Records from a data collection>
# # # # #

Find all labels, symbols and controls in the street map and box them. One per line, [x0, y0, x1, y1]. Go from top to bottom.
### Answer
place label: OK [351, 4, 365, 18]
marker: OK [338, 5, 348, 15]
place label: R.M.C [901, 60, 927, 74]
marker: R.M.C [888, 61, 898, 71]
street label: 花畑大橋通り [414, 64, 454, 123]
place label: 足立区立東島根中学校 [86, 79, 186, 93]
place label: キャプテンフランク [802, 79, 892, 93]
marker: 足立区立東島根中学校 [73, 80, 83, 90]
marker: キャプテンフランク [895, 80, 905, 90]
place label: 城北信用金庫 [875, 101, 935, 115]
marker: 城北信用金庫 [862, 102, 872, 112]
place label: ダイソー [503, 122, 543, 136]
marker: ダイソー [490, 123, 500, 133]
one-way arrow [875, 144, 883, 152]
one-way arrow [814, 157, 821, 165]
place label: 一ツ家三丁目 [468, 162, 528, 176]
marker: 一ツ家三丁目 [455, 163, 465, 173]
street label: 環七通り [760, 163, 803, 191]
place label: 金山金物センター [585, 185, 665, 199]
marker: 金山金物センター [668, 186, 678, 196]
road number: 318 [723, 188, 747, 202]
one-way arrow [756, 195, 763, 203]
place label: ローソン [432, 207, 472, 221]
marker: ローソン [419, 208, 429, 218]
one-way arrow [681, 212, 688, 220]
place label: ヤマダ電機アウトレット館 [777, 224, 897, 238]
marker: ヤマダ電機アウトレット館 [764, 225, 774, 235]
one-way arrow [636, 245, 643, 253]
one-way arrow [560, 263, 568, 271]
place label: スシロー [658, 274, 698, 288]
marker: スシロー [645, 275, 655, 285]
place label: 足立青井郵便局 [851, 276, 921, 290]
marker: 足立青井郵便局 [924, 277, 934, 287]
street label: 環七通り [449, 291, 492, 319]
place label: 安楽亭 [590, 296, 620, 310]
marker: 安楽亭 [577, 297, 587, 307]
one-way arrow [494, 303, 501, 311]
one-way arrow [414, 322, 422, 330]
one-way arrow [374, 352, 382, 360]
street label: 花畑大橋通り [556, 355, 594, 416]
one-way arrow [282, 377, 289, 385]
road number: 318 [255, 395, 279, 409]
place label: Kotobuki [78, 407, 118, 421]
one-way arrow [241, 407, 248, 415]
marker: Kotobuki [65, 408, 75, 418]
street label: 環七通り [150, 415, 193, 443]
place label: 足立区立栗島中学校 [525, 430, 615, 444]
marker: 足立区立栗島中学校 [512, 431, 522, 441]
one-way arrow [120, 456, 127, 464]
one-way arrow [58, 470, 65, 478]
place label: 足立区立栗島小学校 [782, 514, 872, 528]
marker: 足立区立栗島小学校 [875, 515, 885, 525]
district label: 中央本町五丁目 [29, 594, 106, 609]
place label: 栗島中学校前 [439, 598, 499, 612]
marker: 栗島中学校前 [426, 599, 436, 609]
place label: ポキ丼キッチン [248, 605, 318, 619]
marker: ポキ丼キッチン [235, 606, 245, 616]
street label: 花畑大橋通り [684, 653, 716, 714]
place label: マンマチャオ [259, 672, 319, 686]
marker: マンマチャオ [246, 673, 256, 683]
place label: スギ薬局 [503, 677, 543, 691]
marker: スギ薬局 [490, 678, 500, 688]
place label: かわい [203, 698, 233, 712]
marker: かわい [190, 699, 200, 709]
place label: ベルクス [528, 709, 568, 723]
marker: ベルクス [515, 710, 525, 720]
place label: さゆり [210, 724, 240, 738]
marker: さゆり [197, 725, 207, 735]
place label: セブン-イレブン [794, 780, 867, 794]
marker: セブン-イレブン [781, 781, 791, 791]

# # # # #

YOUR OBJECTIVE>
Output every entry shown above, exactly.

RESPONSE>
Find all labels, symbols and controls in the street map and box them. One per line, [x0, y0, x1, y1]. Go from top to bottom.
### Answer
place label: OK [351, 4, 365, 18]
marker: OK [338, 5, 348, 15]
place label: R.M.C [901, 60, 927, 74]
marker: R.M.C [888, 61, 898, 71]
street label: 花畑大橋通り [414, 64, 454, 123]
place label: 足立区立東島根中学校 [86, 79, 186, 93]
place label: キャプテンフランク [802, 79, 892, 93]
marker: 足立区立東島根中学校 [73, 80, 83, 90]
marker: キャプテンフランク [895, 80, 905, 90]
place label: 城北信用金庫 [875, 101, 935, 115]
marker: 城北信用金庫 [862, 102, 872, 112]
place label: ダイソー [503, 122, 543, 136]
marker: ダイソー [490, 123, 500, 133]
one-way arrow [875, 144, 883, 152]
one-way arrow [814, 157, 821, 165]
place label: 一ツ家三丁目 [468, 162, 528, 176]
marker: 一ツ家三丁目 [455, 163, 465, 173]
street label: 環七通り [760, 163, 803, 191]
place label: 金山金物センター [585, 185, 665, 199]
marker: 金山金物センター [668, 186, 678, 196]
road number: 318 [723, 188, 747, 202]
one-way arrow [756, 195, 763, 203]
place label: ローソン [432, 207, 472, 221]
marker: ローソン [419, 208, 429, 218]
one-way arrow [681, 212, 688, 220]
place label: ヤマダ電機アウトレット館 [777, 224, 897, 238]
marker: ヤマダ電機アウトレット館 [764, 225, 774, 235]
one-way arrow [636, 245, 643, 253]
one-way arrow [560, 263, 568, 271]
place label: スシロー [658, 274, 698, 288]
marker: スシロー [645, 275, 655, 285]
place label: 足立青井郵便局 [851, 276, 921, 290]
marker: 足立青井郵便局 [924, 277, 934, 287]
street label: 環七通り [449, 291, 492, 319]
place label: 安楽亭 [590, 296, 620, 310]
marker: 安楽亭 [577, 297, 587, 307]
one-way arrow [494, 303, 501, 311]
one-way arrow [414, 322, 422, 330]
one-way arrow [374, 352, 382, 360]
street label: 花畑大橋通り [556, 355, 594, 416]
one-way arrow [282, 377, 289, 385]
road number: 318 [255, 395, 279, 409]
place label: Kotobuki [78, 407, 118, 421]
one-way arrow [241, 407, 248, 415]
marker: Kotobuki [65, 408, 75, 418]
street label: 環七通り [150, 415, 193, 443]
place label: 足立区立栗島中学校 [525, 430, 615, 444]
marker: 足立区立栗島中学校 [512, 431, 522, 441]
one-way arrow [120, 456, 127, 464]
one-way arrow [58, 470, 65, 478]
place label: 足立区立栗島小学校 [782, 514, 872, 528]
marker: 足立区立栗島小学校 [875, 515, 885, 525]
district label: 中央本町五丁目 [29, 594, 106, 609]
place label: 栗島中学校前 [439, 598, 499, 612]
marker: 栗島中学校前 [426, 599, 436, 609]
place label: ポキ丼キッチン [248, 605, 318, 619]
marker: ポキ丼キッチン [235, 606, 245, 616]
street label: 花畑大橋通り [684, 653, 716, 714]
place label: マンマチャオ [259, 672, 319, 686]
marker: マンマチャオ [246, 673, 256, 683]
place label: スギ薬局 [503, 677, 543, 691]
marker: スギ薬局 [490, 678, 500, 688]
place label: かわい [203, 698, 233, 712]
marker: かわい [190, 699, 200, 709]
place label: ベルクス [528, 709, 568, 723]
marker: ベルクス [515, 710, 525, 720]
place label: さゆり [210, 724, 240, 738]
marker: さゆり [197, 725, 207, 735]
place label: セブン-イレブン [794, 780, 867, 794]
marker: セブン-イレブン [781, 781, 791, 791]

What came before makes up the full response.